=== ASSIGNMENT ===
Using the entries below, write out the line with "For a GIS import: Read", the line with "I am building a map index. Extract", and every line in between, exactly as each is written.

* * * * * * *

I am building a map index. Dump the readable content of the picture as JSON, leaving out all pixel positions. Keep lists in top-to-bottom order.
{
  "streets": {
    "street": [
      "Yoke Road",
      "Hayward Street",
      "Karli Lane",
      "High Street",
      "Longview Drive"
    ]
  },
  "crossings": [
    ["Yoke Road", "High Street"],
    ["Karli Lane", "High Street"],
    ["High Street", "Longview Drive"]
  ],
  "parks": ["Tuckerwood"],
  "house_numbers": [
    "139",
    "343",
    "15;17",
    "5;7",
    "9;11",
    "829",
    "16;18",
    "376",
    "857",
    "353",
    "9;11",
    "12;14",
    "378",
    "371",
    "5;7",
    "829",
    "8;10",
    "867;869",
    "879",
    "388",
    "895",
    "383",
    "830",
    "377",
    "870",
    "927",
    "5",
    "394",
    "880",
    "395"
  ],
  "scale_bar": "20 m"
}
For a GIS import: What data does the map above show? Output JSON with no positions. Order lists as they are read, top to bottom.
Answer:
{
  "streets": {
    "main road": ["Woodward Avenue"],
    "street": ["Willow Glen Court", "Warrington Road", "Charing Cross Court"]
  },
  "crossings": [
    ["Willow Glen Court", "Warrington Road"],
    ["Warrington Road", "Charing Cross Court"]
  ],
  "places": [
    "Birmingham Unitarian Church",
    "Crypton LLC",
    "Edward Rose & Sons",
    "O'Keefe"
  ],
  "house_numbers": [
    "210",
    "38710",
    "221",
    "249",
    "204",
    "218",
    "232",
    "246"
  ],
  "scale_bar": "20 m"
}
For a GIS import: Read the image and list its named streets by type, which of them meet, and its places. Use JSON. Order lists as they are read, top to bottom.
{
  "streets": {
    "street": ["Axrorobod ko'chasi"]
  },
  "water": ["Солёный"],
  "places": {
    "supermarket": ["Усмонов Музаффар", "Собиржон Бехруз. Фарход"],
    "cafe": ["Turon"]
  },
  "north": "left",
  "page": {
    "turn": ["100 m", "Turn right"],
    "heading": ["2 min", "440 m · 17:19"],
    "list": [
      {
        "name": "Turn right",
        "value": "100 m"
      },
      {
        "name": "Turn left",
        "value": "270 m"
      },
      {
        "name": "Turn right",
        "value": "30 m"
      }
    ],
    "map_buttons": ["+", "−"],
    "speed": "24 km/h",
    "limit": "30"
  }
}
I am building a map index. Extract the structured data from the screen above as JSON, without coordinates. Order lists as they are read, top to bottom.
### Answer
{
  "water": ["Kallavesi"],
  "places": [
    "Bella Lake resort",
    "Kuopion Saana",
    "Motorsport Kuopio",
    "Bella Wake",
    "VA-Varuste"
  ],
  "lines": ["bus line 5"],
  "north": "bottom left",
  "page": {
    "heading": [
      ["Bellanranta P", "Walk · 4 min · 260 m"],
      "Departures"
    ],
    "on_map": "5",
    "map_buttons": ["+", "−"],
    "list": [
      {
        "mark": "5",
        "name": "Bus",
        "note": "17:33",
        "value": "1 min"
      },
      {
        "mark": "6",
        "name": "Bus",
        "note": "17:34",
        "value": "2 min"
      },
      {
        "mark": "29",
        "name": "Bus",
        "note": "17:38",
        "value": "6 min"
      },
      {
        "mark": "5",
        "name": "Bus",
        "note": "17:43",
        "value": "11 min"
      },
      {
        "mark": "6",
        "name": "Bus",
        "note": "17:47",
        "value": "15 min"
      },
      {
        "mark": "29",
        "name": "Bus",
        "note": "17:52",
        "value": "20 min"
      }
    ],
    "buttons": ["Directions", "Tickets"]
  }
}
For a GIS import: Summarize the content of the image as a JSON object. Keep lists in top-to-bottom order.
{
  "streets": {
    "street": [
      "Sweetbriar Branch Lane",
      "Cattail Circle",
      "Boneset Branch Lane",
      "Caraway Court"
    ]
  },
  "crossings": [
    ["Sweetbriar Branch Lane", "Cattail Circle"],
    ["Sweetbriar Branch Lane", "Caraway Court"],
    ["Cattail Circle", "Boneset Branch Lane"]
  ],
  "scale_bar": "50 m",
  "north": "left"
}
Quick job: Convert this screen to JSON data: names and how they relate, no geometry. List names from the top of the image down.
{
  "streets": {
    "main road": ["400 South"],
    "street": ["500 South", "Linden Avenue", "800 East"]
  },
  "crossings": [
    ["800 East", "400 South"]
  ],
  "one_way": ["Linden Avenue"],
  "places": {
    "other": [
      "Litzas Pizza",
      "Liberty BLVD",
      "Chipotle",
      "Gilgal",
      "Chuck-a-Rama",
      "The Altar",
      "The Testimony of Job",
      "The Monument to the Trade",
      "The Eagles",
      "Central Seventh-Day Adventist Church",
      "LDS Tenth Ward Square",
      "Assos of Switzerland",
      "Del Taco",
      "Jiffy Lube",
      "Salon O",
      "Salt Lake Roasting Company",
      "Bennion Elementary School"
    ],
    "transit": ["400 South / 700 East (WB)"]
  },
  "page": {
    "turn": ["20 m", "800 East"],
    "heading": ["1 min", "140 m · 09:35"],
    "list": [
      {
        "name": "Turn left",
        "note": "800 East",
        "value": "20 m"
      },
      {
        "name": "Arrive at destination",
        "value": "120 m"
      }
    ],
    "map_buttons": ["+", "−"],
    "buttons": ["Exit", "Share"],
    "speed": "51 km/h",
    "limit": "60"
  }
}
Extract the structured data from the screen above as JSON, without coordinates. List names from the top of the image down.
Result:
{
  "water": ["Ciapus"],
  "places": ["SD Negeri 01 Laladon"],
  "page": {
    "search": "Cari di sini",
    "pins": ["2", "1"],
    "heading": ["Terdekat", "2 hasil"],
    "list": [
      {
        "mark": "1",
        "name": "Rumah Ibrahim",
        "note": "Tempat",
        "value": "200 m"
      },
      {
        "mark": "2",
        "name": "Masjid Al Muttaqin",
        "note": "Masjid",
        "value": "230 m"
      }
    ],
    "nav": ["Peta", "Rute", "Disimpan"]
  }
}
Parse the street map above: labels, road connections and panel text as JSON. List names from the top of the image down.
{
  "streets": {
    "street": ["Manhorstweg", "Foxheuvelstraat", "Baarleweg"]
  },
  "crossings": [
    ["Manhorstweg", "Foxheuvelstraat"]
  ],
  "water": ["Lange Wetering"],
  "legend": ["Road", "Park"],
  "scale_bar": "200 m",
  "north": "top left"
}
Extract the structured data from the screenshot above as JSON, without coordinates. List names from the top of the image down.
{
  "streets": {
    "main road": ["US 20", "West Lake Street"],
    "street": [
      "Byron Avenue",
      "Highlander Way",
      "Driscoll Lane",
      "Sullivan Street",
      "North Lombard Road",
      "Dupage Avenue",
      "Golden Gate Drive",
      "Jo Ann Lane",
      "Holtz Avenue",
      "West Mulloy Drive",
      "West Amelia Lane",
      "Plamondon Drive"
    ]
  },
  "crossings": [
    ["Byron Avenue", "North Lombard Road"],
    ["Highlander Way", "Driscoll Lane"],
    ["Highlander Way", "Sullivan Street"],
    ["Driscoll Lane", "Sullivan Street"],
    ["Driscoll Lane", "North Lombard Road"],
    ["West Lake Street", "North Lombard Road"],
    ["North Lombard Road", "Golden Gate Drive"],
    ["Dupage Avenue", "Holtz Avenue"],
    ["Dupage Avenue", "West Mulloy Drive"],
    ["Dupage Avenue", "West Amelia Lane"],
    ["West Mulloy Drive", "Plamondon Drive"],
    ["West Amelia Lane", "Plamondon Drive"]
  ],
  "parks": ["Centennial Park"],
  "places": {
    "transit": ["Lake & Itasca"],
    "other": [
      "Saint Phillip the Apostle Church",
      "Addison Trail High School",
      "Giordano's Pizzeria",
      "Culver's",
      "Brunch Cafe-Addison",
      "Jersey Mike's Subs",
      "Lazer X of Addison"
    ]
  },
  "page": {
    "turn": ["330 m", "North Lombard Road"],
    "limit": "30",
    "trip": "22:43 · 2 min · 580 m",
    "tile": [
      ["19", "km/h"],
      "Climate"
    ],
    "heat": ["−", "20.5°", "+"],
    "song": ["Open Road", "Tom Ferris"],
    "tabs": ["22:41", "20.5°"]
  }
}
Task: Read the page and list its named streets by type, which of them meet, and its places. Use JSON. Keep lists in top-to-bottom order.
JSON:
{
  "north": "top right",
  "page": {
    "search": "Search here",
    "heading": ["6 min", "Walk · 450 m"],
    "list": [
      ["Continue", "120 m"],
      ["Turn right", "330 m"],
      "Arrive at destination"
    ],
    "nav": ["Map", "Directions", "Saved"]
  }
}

* * * * * * *

=== EXERCISE OUTPUT ===
For a GIS import: Read the image and list its named streets by type, which of them meet, and its places. Use JSON. Order lists as they are read, top to bottom.
{
  "streets": {
    "street": ["Axrorobod ko'chasi"]
  },
  "water": ["Солёный"],
  "places": {
    "supermarket": ["Усмонов Музаффар", "Собиржон Бехруз. Фарход"],
    "cafe": ["Turon"]
  },
  "north": "left",
  "page": {
    "turn": ["100 m", "Turn right"],
    "heading": ["2 min", "440 m · 17:19"],
    "list": [
      {
        "name": "Turn right",
        "value": "100 m"
      },
      {
        "name": "Turn left",
        "value": "270 m"
      },
      {
        "name": "Turn right",
        "value": "30 m"
      }
    ],
    "map_buttons": ["+", "−"],
    "speed": "24 km/h",
    "limit": "30"
  }
}
I am building a map index. Extract the structured data from the screen above as JSON, without coordinates. Order lists as they are read, top to bottom.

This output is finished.